Directions: Go through the records that follow and tally the lines with "محمد" in them; answer with the number alone.

START The data

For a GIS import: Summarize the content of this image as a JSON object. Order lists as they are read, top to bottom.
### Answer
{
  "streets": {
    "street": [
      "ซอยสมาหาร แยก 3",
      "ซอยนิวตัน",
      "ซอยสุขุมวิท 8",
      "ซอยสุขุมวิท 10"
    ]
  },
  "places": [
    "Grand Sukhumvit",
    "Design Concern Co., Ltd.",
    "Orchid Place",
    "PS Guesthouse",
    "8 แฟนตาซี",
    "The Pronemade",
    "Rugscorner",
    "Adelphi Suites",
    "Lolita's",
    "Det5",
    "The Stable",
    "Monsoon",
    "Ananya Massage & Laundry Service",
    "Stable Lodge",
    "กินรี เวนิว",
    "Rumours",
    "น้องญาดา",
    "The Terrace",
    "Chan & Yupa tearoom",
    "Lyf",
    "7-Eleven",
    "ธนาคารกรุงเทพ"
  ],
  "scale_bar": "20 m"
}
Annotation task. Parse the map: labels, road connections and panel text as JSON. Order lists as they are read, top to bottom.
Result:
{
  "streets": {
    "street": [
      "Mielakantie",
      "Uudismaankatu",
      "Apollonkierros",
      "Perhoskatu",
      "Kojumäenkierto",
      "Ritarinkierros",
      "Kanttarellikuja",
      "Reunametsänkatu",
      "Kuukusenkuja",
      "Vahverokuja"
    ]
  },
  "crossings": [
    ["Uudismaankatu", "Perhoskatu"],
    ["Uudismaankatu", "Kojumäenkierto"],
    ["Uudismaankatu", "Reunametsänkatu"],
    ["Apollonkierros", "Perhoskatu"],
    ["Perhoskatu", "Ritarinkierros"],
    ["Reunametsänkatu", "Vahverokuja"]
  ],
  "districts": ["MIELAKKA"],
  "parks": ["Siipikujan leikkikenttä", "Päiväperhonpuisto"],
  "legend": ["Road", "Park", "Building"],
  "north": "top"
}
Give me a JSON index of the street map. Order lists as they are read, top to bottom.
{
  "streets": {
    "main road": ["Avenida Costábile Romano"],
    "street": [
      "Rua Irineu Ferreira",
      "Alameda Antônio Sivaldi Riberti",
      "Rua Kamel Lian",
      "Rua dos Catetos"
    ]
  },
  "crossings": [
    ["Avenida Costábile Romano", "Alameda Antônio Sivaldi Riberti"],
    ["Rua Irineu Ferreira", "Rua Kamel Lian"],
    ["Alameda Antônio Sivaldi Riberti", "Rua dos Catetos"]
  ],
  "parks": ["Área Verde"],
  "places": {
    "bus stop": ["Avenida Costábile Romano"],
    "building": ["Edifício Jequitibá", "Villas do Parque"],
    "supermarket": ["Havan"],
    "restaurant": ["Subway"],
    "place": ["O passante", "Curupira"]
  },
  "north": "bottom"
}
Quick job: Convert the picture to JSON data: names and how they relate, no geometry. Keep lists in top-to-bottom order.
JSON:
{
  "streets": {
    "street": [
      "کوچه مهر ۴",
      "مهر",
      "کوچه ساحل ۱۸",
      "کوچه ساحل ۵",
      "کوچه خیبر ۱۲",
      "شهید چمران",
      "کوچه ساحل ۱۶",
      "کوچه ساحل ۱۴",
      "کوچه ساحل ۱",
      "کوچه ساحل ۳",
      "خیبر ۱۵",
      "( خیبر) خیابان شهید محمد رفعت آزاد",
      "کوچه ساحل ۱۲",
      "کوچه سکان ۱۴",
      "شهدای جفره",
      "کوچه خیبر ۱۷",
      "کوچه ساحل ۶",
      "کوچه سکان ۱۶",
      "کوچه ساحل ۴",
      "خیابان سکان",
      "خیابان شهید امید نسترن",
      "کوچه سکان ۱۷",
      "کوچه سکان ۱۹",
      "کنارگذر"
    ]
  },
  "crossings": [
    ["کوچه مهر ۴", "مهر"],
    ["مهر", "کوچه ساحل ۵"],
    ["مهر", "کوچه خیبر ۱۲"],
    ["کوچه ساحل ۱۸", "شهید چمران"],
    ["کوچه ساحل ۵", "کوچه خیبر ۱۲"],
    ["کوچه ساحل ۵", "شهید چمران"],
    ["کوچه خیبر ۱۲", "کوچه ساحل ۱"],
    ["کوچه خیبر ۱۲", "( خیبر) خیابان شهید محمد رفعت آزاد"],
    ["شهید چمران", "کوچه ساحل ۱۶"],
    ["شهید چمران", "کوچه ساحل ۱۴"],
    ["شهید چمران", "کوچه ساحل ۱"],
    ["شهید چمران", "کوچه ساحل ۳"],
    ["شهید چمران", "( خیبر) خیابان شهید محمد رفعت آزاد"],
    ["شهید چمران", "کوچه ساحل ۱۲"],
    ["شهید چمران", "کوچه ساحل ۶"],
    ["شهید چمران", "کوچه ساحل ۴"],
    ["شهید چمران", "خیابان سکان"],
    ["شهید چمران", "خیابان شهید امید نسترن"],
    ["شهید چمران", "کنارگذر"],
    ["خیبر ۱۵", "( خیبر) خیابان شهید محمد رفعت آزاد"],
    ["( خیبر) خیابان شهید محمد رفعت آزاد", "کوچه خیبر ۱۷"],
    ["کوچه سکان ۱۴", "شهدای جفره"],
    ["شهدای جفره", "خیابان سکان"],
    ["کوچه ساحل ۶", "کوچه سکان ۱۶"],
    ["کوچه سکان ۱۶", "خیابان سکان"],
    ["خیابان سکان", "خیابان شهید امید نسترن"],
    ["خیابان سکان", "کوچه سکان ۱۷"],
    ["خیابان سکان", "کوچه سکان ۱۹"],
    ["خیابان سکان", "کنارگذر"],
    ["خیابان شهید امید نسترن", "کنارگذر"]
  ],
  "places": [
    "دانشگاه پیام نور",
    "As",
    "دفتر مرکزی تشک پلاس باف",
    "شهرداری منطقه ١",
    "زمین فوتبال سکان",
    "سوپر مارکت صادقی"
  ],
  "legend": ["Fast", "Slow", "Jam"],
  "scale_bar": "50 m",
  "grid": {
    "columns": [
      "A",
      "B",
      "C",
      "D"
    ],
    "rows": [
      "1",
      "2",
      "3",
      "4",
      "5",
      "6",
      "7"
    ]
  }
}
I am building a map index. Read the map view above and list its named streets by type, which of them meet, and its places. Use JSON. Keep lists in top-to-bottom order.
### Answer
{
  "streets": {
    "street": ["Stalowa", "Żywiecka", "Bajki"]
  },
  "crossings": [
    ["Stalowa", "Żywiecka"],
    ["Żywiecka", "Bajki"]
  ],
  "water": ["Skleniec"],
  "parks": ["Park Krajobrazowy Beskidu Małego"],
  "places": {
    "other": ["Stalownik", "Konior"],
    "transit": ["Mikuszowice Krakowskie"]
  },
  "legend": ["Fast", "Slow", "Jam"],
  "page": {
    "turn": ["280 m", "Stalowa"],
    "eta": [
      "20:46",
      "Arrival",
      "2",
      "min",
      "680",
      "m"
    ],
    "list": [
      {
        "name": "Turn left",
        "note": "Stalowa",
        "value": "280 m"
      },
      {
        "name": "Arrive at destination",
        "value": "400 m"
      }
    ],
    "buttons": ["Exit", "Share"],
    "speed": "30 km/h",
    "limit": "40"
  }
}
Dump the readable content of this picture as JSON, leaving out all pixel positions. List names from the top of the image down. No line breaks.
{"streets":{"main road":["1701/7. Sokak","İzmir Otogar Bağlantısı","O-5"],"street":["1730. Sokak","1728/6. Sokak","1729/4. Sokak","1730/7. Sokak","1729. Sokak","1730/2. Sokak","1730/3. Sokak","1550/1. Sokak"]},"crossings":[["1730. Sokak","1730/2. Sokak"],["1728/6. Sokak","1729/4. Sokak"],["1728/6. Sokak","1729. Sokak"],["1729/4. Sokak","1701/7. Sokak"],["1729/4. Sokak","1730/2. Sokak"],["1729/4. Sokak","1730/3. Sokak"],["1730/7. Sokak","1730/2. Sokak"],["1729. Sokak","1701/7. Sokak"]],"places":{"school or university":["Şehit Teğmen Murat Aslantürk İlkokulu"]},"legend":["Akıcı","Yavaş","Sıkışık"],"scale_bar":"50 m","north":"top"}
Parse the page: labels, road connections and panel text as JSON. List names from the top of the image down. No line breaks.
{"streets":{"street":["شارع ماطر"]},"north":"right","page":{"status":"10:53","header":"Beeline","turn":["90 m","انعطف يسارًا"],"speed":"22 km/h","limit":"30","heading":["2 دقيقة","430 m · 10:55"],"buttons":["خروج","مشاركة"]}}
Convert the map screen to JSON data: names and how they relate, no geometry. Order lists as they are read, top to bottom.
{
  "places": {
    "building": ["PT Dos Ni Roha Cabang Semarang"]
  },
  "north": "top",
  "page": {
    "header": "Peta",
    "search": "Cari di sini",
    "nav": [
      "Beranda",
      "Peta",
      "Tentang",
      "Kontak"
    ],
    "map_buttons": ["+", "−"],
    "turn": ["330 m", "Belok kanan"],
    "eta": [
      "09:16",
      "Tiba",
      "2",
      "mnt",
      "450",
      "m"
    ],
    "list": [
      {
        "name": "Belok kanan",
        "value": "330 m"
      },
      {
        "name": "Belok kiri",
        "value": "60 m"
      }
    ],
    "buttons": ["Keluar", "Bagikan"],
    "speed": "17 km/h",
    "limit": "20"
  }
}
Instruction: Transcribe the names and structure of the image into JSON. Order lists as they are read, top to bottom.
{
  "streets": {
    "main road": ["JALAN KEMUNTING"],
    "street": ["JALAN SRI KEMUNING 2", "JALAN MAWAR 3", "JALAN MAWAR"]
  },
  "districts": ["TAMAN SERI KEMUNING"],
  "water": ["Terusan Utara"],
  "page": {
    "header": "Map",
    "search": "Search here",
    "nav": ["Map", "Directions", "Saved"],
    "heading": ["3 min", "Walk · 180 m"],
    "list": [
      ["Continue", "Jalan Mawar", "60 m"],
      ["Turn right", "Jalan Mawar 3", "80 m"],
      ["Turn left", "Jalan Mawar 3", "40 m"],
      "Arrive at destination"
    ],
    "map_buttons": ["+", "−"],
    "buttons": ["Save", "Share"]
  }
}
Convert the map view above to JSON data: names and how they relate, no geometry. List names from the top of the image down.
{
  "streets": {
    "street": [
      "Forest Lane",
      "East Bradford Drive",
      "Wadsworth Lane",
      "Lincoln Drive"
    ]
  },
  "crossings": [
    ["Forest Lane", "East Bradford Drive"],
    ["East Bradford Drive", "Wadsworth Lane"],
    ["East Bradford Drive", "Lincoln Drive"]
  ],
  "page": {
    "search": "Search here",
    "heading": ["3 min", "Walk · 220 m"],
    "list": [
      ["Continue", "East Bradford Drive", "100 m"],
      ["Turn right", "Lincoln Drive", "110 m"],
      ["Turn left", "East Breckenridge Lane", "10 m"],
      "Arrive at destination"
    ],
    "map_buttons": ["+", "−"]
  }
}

END The data

Exercise output: 5